Nicht zwingend prekär
Stabile Erwerbsverläufe zeichnen sich durch wenige unfreiwillige Stellenwechsel mit rascher Anschlusslösung aus. Solche Verläufe sind bei Personen typisch, bei denen arbeitsinhaltliche Aspekte nicht an vorderster Stelle stehen. Weil Privatleben und Familie wichtiger sind, sind die Ansprüche an den Job tief, und es werden auch unattraktive Stellen akzeptiert. Dies ist zwar einer stabilen Laufbahn zuträglich, hat aber auch zur Folge, dass kaum Weiterbildungen besucht werden. Kompetenzen bleiben daher stark betriebsgebunden und lassen sich bei einem Stellenverlust kaum transferieren. Informelles Lernen während und neben der Arbeitszeit sowie formale Weiterbildungen spielen hingegen eine wichtige Rolle für Aufstiegskarrieren. Ein Aufstieg in eine Position mit mehr Verantwortung und Lohn verlangt viel Zeit und Engagement, kommt aber nur selten ohne die Unterstützung durch den Arbeitgeber zustande. Weil entsprechende Arbeitsplätze (z.B. Leitungspositionen) dünn gesät sind, werden allerdings nur wenige Geringqualifizierte von ihren Arbeitgebern unterstützt.
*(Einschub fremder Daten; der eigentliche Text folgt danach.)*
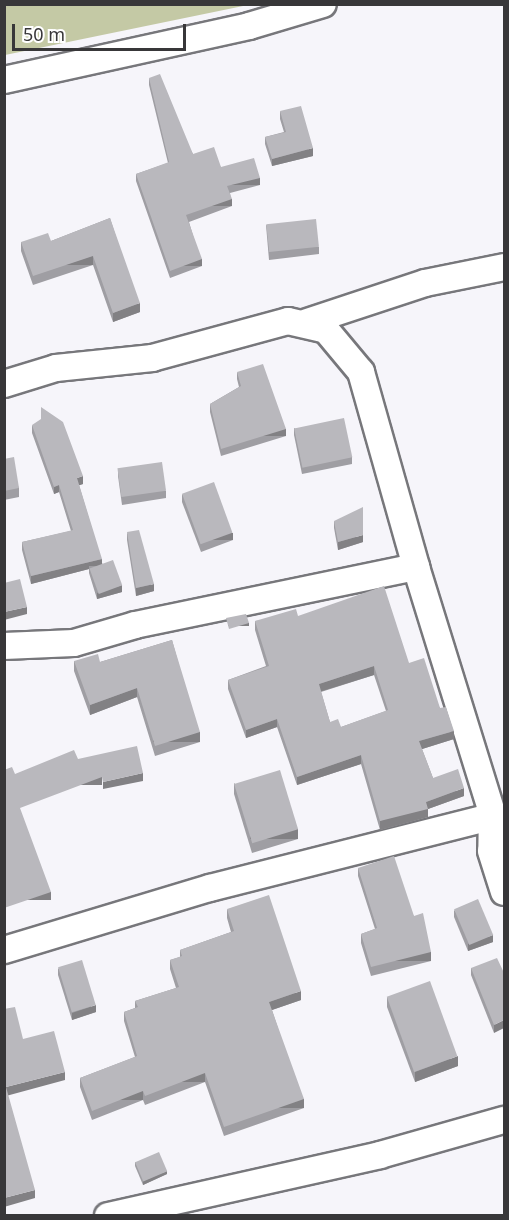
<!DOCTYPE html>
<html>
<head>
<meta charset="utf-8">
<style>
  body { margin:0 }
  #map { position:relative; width:509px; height:1220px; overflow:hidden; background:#f6f5fa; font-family:"Noto Sans",sans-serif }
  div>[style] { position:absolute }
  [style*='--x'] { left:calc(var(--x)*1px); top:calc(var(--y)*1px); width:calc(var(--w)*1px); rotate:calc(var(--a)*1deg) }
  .forest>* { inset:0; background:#c4c9a5 }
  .roads { filter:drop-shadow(2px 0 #77777b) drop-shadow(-2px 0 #77777b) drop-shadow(0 2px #77777b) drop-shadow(0 -2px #77777b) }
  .minor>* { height:26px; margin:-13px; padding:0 13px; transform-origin:13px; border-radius:13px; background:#fff }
  .wall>* { inset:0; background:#9f9ea3 }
  .shaded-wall>* { inset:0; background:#828184; transform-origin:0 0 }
  .building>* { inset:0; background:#b9b8bd; transform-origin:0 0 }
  span { translate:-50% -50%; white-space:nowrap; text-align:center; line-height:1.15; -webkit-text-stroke:4.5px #fff; paint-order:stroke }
  .frame { position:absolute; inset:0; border:6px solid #383739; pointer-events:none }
  .scale { position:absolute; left:12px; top:24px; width:174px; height:27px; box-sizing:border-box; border:3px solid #383739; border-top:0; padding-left:8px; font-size:18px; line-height:21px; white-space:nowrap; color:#383739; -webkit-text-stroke:4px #fff; paint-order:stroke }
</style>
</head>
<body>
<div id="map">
  <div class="forest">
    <div style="clip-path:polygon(5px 4px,248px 4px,248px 5px,5px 55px)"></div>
  </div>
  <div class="roads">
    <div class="minor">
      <div style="--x:4;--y:80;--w:251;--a:-12.4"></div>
      <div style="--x:249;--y:26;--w:77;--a:-16.6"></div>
      <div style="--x:307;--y:322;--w:124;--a:-18.3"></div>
      <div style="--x:425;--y:283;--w:81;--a:-11.4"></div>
      <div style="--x:4;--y:384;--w:54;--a:-17.1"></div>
      <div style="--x:56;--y:368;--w:97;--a:-5.9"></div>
      <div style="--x:152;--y:358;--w:141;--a:-15.2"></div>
      <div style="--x:288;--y:321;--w:39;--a:13"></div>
      <div style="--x:326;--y:330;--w:55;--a:50.2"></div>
      <div style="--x:361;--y:372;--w:203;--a:74.2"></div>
      <div style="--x:416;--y:567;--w:257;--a:72.8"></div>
      <div style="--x:492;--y:812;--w:39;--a:91"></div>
      <div style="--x:491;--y:851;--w:43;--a:72.4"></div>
      <div style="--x:4;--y:646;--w:70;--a:-2.5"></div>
      <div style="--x:74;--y:643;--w:64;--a:-16.4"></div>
      <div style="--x:135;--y:625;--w:287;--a:-11.7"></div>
      <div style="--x:4;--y:950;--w:215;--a:-16.8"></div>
      <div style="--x:210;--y:888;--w:289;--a:-14.2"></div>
      <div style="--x:108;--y:1216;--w:279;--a:-12.6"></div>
      <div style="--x:380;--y:1155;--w:129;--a:-15.8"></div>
    </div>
  </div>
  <div class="wall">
    <div style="clip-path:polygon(149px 78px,193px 154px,260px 185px,230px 193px,232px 206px,189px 222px,202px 266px,170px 278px,136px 181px,136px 174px,168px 163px,149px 85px)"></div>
    <div style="clip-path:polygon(280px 111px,313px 156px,272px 166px,265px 144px,265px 137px,284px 132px,280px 119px)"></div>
    <div style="clip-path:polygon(110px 218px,140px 312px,113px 322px,93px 265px,33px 285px,21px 251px,21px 242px,51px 241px)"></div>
    <div style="clip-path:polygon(266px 225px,319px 247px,319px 254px,269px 260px)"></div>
    <div style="clip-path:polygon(237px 372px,286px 436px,221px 456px,210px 412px,210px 404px,239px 387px,237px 379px)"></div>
    <div style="clip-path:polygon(32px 425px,83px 484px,79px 485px,102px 563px,122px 592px,97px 599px,89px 573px,89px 569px,31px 584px,22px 550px,22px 542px,71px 531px,59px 492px,54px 494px,32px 433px)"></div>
    <div style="clip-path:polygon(294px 428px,352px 457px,352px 464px,302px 474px,294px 435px)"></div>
    <div style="clip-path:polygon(4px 459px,19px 488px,19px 497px,4px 500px)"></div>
    <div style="clip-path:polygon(118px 469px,166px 491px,166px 498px,122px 505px,118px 476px)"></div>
    <div style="clip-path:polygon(182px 494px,233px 540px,201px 552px,182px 502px)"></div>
    <div style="clip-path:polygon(334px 521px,363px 542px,338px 550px,334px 528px)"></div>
    <div style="clip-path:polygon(127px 532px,154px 591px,136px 596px,127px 540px)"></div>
    <div style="clip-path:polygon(evenodd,298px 616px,409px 663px,440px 708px,454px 739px,422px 749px,433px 778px,464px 796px,428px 809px,428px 817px,380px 830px,361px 764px,297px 785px,277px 727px,246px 738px,228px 689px,228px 680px,266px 666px,255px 630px,255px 621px,298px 616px,374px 675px,386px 711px,341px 727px,330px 722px,321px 692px,374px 675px)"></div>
    <div style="clip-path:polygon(172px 640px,200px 742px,155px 756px,137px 697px,90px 715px,74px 671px,74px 661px,100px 662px)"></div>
    <div style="clip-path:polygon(234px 783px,298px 839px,252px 853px,234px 794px)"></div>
    <div style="clip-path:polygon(358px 868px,414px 916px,431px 961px,371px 976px,361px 943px,361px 934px,375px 929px,358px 876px)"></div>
    <div style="clip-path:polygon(227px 909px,301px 1000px,272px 1010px,304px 1108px,224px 1136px,205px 1082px,145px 1105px,143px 1100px,92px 1120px,80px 1087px,80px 1078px,135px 1057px,124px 1021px,124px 1012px,135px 1008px,135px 1001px,176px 988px,170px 969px,170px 960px,180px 957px,180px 950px,231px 932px,227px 918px)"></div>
    <div style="clip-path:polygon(454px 910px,493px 942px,468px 951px,454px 917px)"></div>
    <div style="clip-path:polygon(58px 968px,96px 1012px,72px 1020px,58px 975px)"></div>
    <div style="clip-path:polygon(471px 968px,504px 973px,494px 1033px,471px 975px)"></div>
    <div style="clip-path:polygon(387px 997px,458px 1066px,415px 1082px,387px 1007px)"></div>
    <div style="clip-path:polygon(135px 1162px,167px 1174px,143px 1185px,135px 1166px)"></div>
  </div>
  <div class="shaded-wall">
    <div style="clip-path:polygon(313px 148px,313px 156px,272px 166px,272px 159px)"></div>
    <div style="left:260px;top:178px;width:7px;height:34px;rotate:90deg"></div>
    <div style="left:232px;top:199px;width:7px;height:49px;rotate:90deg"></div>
    <div style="left:93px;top:256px;width:9px;height:63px;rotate:90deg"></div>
    <div style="left:202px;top:259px;width:7px;height:34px;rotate:90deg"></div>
    <div style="clip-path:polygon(140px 303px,140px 312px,113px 322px,113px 313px)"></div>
    <div style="left:286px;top:429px;width:7px;height:68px;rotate:90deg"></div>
    <div style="clip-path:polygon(83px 476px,83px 484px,77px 486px,77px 478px)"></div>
    <div style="clip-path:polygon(59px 485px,59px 492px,54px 494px,54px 487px)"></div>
    <div style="left:233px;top:533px;width:7px;height:34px;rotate:90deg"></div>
    <div style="clip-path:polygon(363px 535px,363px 542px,338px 550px,338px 542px)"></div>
    <div style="clip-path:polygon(102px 559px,102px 566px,89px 566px,89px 569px,31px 584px,31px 576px)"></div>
    <div style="clip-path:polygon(154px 584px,154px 591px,136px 596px,136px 588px)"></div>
    <div style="clip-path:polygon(122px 585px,122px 592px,97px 599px,97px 593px)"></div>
    <div style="clip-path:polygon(27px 607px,27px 614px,4px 620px,4px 612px)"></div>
    <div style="left:249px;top:623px;width:3px;height:21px;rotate:90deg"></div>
    <div style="clip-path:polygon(374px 666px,374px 675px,319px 692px,319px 684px)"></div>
    <div style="clip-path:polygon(137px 688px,137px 697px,90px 715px,90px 705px)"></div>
    <div style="clip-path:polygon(277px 719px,277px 727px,246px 738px,246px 730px)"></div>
    <div style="clip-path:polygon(454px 731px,454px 739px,419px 750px,419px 741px)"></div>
    <div style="left:200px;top:732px;width:10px;height:47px;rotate:90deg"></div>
    <div style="clip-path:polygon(361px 755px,361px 764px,297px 785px,297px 777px)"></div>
    <div style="clip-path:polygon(143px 773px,143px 781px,103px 789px,103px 782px)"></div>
    <div style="left:102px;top:777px;width:8px;height:88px;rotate:90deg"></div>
    <div style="clip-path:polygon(464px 788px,464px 796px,428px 809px,428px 817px,380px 830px,380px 821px,426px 802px)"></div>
    <div style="left:298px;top:829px;width:10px;height:48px;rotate:90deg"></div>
    <div style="left:51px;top:892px;width:8px;height:50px;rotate:90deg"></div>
    <div style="clip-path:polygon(493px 935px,493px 942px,468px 951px,468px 944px)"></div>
    <div style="left:431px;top:952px;width:9px;height:62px;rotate:90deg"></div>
    <div style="clip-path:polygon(301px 991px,301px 1000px,269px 1011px,269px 1002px)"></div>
    <div style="clip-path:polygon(96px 1005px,96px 1012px,72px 1020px,72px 1013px)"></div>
    <div style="clip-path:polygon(504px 1020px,504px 1028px,494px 1033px,494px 1025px)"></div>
    <div style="clip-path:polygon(458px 1056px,458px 1066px,415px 1082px,415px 1072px)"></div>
    <div style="clip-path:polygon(65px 1072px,65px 1080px,6px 1096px,6px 1087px)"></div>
    <div style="left:205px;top:1073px;width:9px;height:64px;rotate:90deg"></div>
    <div style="left:143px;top:1091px;width:9px;height:55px;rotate:90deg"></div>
    <div style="left:304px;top:1099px;width:9px;height:85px;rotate:90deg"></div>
    <div style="clip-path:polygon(167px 1171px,167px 1174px,143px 1185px,143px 1181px)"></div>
    <div style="clip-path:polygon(35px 1190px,35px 1198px,4px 1207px,4px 1198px)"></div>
  </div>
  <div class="building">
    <div style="clip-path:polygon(160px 74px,193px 154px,214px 147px,221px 167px,254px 158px,260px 178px,227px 186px,232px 199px,186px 215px,202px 259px,170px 271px,136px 174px,169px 162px,149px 78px)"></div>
    <div style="clip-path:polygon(301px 106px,313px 148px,272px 159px,265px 137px,286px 132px,280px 111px)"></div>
    <div style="clip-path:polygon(110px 218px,140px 303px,113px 313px,93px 256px,33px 276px,21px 242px,48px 233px,51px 241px)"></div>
    <div style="left:316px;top:219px;width:28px;height:50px;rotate:84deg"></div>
    <div style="clip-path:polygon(263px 364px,286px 429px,221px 449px,210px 404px,241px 386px,237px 372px)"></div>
    <div style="clip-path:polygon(41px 407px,63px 422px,83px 476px,77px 478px,102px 559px,31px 576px,22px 542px,73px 530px,59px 485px,54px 487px,32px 425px,41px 419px)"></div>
    <div style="left:344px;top:418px;width:40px;height:51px;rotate:78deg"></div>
    <div style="clip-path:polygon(14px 457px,19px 488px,4px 491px,4px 459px)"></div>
    <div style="left:162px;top:462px;width:29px;height:45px;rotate:82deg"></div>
    <div style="left:214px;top:482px;width:54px;height:34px;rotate:70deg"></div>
    <div style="clip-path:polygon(363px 507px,363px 535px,338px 542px,334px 521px)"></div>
    <div style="clip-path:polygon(139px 530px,154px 584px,136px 588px,127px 532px)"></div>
    <div style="left:113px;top:560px;width:27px;height:25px;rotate:70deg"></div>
    <div style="clip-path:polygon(20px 579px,27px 607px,4px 612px,4px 583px)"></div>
    <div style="clip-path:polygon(evenodd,384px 586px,409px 663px,424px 658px,440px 708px,446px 707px,454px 731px,419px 741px,433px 778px,458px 769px,464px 788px,426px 802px,428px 809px,380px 821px,361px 755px,297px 777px,277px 719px,246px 730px,228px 680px,269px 666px,255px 621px,296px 609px,298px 616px,384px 586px,374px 666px,388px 710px,341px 727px,338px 719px,330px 722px,319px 684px,374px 666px)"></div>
    <div style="clip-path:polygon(246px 614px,249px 623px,229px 629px,226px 618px)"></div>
    <div style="clip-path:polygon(172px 640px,200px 732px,155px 746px,137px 688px,90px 705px,74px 661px,98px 654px,100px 662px)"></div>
    <div style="clip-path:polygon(137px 746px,143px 773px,103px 782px,102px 777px,20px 808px,51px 892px,4px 908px,4px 770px,12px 767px,15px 774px,74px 750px,78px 759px)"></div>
    <div style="left:280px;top:770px;width:62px;height:48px;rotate:73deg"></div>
    <div style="clip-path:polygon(394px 856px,414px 916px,423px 913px,431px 952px,371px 967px,361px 934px,377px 928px,358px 868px)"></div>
    <div style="clip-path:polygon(269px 895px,301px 991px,269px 1002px,304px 1099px,224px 1127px,205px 1073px,145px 1096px,143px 1091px,92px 1111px,80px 1078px,137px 1056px,124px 1012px,138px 1007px,135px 1001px,179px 987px,170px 960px,182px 956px,180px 950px,234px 931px,227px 909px)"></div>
    <div style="left:478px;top:899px;width:39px;height:26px;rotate:67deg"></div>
    <div style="clip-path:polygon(497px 958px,504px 973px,504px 1020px,494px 1025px,471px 968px)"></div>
    <div style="left:82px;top:960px;width:47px;height:25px;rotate:73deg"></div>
    <div style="left:430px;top:981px;width:80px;height:46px;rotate:70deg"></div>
    <div style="clip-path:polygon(15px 1007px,23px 1039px,54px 1031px,65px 1072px,6px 1087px,35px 1190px,4px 1198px,4px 1009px)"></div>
    <div style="left:159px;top:1152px;width:21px;height:26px;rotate:67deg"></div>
  </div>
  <div class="frame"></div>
  <div class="scale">50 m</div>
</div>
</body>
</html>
Eine entscheidende Rolle für die Entwicklung des Erwerbsverlaufs spielen Umstände, die ausserhalb des Arbeitsmarktes liegen. Ein Aufstieg bedingt, dass Zeitressourcen zur Verfügung stehen. Care-Verpflichtungen, die nach wie vor grösstenteils von Frauen getragen werden, können einen Aufstieg somit verhindern. Zeitliche oder räumliche Einschränkungen können aber auch stabile Laufbahnen verunmöglichen, weil z.B. Jobs mit unregelmässigen Arbeitszeiten nicht infrage kommen.
Auslöser von Prekarität
Prekäre Erwerbsverläufe werden besonders häufig durch Gesundheitsprobleme ausgelöst. Der Körper stellt für die zumeist physisch belastenden Jobs im Segment der geringqualifizierten Arbeit eine unerlässliche Ressource dar. Steht diese Ressource nicht mehr uneingeschränkt zur Verfügung, bedeutet dies häufig prekäre Teilzeitbeschäftigung oder den Ausschluss aus dem Arbeitsmarkt.
Bildung auf unterschiedlichen Niveaus ist für die Arbeitsmarktchancen dieser Personen durchaus wichtig. Obwohl für viele Jobs für Geringqualifizierte nur tiefe Anforderungen an die Beherrschung der Sprache oder den Umgang mit Informations- und Kommunikationstechnologien gestellt werden, sind diese Kompetenzen für die Teilnahme an Weiterbildungen unerlässlich. Sprach- oder Computerkurse sind jedoch nur der Anfang eines langen Weges. Zwar gibt es mittlerweile verschiedene sogenannte Branchenzertifikate (z.B. Wetrok-Reinigungskurse, Progresso-Gastronomiekurse), die im Vergleich zu einer dreijährigen Lehre mit überschaubarem Aufwand erlangt werden können. Diese Zertifikate bergen allerdings das Risiko, dass durch steigende Anforderungen der Konkurrenzkampf auf dem Arbeitsmarkt erhöht wird. Weiterbildungen unterhalb eines Lehrabschlusses bauen zudem häufig auf Arbeitserfahrung auf und ermöglichen daher keine Umorientierung auf dem Arbeitsmarkt. Sofern sich aber an den Auslösern eines prekären Verlaufs nichts ändert, ist es ohne Umorientierung kaum möglich, eine sichere Anstellung zu finden.
Unsichere Jobs
Mit Bildung kann zwar die Situation von Einzelnen verbessert werden, das Problem der Prekarität wird damit jedoch nicht gelöst. Insbesondere im Bereich der gering qualifizierten Arbeit sind Betriebe nicht nur an einer stabilen Belegschaft interessiert, die einen zuverlässigen Betrieb ermöglicht, sondern auch an prekären Beschäftigungsverhältnissen, die als Puffer für saisonale und konjunkturelle Schwankungen dienen. Für die Betroffenen bedeuten flexible Personalstrategien in der Form von Temporärarbeit oder Arbeit auf Abruf in erster Linie Unsicherheit. Aber auch stabil Beschäftigte müssen sich mit Tieflöhnen zufriedengeben und bleiben daher Working Poor.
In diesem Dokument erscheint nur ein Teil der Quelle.